How do I remove all these unnecessary fonts (libreoffice)?

I don’t speak or write Thai, Arabic, Syriac, Estrangelo, Armenian or Bengali or many of the other languages that seems to have fonts in my Libreoffice.

Noto-fonts seem to be the main culprit but that’s an all or nothing affair and is dependant on kde-zsh IIRC.

Found a partial solution.

You can uninstall them completely using NoExtract option in /etc/pacman.conf.

https://bbs.archlinux.org/viewtopic.php?id=230195

2 Likes

I was curious about Chatgtp’s answer:

Did’nt try it so far but sounds ok ?!

Perhaps enlarge this forum with extra marked answers from chatgtp?

Not really.

“It” doesn’t understand the underlying problem.
The package contains all the fonts - remove it and the fonts are gone.
Manual deleting does not survive the next update.
The (a little tedious but permanent) solution is this.
… what @stasadev said

Followed the instruction in this , seems to work, thank you!

noto-fonts is 110 MB on my system and i dont’t use different fonts much, anyway good to know how to fix that!

Attention:

I did it the wrong way first: i had a noto-font as system default and removed it as first step with

sudo pacman -Rdd noto-fonts

No good idea, couldn’t read anything in thunar for example :frowning:

With nano in xfce4-terminal i could do the editing of /etc/pacman.conf because that terminal did not use noto-font … success :slight_smile:

Thanks for letting the forum members know what worked and your warning :slight_smile: It’s a little disheartening when a Topic of interest is viewed and the user ends by saying, it’s solved, but not what was done.

Probably could have Ctrl-Alt-F3 (4-6) to get into a tty to edit pacman.conf

Please mark the post, even if yours, as solved. It puts a little checkmark icon next to the Topic title so users can: see that the Topic was solved in any list, filter lists “by solved”, see the solution in the first post, and search “by solved”.

I know it takes time, but never execute a command without reading the man page (man pacman). It is pretty easy to quickly find options in the pacman man page. I just search for the operation (-Q, -S, -R) by typing /-R and then typing n repeatedly to find the next occurrence and then reviewing the section. q to quit.

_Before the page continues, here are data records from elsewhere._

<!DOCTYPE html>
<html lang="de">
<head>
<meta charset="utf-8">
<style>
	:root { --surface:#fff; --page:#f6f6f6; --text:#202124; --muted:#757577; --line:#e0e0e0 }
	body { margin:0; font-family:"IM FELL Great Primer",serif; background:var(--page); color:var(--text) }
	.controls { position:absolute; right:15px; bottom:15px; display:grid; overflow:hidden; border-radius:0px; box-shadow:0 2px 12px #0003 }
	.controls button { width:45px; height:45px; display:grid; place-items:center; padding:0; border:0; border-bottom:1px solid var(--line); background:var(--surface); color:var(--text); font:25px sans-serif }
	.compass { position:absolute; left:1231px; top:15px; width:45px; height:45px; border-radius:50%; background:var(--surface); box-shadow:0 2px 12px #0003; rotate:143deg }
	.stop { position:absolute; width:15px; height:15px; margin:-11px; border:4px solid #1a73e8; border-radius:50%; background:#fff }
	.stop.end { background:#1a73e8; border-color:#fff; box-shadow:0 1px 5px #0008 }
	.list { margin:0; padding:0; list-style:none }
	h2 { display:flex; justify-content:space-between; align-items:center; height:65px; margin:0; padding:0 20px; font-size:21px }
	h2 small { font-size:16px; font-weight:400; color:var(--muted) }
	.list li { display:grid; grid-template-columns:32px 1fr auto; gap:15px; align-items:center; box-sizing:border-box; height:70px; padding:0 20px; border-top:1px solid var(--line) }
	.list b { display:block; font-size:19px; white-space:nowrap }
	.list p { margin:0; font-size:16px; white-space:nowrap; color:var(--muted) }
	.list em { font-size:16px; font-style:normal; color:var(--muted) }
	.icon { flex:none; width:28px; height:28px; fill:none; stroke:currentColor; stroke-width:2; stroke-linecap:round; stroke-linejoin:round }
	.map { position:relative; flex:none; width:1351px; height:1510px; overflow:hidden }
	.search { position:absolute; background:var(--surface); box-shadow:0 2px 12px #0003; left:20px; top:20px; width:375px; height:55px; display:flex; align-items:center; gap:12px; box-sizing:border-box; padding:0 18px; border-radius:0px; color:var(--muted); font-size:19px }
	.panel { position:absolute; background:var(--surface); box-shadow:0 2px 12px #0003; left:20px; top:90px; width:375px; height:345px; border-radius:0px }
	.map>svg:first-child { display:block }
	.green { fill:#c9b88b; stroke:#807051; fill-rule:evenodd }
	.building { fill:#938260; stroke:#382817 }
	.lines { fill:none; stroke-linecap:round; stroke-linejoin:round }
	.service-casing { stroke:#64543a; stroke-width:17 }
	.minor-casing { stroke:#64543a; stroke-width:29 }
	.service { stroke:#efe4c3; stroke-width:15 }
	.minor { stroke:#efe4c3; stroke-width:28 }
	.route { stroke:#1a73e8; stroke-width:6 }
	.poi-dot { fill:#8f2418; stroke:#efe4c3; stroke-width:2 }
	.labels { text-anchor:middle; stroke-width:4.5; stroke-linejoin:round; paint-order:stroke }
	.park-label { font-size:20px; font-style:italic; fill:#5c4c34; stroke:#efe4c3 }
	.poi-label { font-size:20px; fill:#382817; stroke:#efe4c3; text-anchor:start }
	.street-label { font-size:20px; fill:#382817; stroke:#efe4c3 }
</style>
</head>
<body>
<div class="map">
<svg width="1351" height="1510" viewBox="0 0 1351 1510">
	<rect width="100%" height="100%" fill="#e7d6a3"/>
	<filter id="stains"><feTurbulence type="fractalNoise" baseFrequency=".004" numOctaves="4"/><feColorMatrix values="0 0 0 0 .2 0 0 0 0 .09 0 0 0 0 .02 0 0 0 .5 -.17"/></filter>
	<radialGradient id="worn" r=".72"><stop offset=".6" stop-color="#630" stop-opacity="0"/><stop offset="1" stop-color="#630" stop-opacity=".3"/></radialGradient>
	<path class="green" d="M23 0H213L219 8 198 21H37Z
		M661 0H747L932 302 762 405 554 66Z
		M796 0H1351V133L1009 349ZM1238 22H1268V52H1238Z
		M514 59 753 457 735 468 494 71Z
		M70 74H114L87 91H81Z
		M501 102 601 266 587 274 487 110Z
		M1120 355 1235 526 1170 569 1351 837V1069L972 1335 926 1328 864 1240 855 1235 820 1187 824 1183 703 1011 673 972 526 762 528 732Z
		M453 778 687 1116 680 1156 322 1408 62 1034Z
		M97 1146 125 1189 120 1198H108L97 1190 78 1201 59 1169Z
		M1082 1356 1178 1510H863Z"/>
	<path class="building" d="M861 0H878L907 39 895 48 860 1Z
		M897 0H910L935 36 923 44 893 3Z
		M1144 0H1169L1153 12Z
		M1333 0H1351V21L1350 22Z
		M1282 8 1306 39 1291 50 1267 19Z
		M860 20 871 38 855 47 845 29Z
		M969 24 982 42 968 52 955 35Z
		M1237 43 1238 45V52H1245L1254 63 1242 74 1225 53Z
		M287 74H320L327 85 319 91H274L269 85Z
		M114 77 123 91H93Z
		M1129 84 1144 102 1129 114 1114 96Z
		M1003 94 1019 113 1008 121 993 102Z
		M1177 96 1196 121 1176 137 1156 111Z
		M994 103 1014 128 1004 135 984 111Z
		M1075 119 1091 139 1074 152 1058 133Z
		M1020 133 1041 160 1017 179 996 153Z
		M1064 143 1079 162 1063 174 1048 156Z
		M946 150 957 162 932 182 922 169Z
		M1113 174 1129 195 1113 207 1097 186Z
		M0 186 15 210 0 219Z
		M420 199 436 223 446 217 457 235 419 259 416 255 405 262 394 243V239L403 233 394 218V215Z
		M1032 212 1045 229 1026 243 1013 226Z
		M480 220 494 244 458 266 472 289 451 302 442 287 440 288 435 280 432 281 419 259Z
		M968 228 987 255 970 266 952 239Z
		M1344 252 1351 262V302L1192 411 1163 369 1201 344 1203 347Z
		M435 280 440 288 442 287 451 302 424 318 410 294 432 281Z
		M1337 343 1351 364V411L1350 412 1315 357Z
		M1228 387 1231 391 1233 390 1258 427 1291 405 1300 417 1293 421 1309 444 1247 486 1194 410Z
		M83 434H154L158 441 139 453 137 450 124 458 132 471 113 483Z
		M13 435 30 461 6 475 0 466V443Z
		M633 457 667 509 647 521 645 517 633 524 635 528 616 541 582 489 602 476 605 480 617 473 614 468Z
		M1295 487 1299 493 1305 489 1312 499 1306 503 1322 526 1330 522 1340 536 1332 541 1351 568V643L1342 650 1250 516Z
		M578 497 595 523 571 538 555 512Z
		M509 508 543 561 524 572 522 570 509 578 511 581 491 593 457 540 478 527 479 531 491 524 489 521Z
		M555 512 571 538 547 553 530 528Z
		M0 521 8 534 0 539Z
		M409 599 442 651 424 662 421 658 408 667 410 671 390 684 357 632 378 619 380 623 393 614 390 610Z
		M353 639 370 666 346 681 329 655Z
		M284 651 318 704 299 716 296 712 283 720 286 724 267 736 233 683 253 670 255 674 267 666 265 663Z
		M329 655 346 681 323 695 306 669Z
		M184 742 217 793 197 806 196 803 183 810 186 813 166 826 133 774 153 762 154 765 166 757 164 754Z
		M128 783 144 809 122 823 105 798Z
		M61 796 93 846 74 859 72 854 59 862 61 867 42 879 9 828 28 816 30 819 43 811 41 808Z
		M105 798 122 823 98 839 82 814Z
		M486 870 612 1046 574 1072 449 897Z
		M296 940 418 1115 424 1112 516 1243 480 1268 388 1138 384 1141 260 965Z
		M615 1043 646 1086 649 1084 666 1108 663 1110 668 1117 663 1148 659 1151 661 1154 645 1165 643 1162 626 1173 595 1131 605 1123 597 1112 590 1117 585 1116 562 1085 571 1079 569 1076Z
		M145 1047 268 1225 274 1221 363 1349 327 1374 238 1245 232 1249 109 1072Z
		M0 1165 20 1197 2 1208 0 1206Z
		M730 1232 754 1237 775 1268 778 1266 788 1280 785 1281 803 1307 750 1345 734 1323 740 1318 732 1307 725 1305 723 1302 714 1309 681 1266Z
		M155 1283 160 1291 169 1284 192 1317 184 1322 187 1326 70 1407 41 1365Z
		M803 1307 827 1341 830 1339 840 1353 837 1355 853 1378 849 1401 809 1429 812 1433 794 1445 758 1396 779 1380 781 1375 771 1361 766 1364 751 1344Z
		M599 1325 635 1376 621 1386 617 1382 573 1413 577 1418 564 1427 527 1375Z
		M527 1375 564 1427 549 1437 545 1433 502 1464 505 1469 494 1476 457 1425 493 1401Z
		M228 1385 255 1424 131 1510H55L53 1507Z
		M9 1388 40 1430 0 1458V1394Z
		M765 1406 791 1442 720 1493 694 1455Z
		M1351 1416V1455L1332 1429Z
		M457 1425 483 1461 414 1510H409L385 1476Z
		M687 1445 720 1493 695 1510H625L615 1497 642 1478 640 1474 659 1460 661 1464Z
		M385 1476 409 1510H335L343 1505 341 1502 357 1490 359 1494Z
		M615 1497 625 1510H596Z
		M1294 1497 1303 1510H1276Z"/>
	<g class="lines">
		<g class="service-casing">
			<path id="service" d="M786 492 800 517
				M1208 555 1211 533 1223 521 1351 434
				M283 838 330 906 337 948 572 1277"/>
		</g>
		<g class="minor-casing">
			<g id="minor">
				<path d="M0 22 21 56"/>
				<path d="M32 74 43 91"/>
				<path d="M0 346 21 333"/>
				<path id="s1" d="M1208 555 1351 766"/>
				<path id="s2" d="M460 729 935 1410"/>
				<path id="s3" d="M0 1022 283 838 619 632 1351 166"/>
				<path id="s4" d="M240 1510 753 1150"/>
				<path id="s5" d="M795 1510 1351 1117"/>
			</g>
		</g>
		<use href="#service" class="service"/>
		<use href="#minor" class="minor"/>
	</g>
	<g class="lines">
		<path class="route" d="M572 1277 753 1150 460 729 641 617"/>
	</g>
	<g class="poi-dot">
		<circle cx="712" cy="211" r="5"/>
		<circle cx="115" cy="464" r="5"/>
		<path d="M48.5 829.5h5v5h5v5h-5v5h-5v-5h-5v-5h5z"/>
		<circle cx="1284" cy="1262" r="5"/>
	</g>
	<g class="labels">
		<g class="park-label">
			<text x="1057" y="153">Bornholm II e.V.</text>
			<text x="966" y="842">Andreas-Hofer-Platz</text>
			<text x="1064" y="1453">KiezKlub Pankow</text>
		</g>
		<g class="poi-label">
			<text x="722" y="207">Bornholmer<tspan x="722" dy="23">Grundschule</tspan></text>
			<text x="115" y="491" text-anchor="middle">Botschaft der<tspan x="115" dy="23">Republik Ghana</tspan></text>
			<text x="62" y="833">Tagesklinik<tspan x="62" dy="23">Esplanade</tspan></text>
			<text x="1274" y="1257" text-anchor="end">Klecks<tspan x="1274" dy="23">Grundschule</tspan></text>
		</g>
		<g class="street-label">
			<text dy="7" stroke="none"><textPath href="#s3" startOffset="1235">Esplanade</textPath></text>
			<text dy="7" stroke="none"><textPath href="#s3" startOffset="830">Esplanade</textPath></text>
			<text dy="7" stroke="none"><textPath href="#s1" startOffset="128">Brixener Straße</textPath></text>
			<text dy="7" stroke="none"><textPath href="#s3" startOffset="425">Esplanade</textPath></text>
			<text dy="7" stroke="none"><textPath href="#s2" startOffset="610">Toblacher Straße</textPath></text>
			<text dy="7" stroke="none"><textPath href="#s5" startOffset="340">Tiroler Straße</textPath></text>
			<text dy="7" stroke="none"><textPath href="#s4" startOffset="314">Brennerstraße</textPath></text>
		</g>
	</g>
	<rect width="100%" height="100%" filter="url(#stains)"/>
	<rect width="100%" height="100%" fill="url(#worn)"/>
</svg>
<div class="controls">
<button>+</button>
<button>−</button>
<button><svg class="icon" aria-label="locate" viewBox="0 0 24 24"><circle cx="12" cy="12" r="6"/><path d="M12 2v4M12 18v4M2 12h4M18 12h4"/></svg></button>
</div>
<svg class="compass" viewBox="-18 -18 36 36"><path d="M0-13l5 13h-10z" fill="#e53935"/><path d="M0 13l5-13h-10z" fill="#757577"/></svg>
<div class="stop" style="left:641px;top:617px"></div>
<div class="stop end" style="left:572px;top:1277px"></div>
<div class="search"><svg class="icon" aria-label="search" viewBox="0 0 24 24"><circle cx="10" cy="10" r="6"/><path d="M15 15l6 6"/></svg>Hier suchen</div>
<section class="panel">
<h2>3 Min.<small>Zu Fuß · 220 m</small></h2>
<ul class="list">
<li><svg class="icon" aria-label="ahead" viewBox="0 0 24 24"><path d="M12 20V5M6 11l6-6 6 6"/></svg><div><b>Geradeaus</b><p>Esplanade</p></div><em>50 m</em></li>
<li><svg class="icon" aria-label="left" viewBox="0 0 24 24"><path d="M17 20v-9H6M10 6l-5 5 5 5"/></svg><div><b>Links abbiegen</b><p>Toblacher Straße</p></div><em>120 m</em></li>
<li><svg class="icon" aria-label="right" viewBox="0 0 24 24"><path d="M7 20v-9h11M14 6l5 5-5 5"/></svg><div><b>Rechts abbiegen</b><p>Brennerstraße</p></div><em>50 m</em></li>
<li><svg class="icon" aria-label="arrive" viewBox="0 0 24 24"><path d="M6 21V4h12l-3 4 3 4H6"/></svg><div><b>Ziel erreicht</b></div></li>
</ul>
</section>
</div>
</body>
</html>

From experience, it is probably always better to execute the single option first of any command and then the double. The user either needs to address why the warning occurred or be okay and understands what is going to happen. I notice on the double -d pacman really means no check because there isn’t even a warning :slight_smile:

After reading the man page, I’ll execute the commands below. The main reason I use both -Q and -S, is because the -S will show all packages for “Required by” and “Optional For”. It gives me an understanding of how much the package is used now and how future installs may be impacted.

pacman -Qii noto-fonts
pacman -Sii noto-fonts
pactree -r noto-fonts

noto-fonts is also in xfce packages-desktop or grep noto /desktopfs-pkgs.txt. I believe it is the default font in XFCE Setting > Appearance > Fonts or grep -ir noto /etc/skel/.config/xfce4. Also check grep -ir noto ~/.config. Using lsof shows noto fonts used by a lot of processes.

I’ve used the solution you mention for locale packages too. Not so much for space, but for my eyeballs. I use locate (package mlocate) and find a lot and I get tired of seeing pages and pages of files or having to exclude them.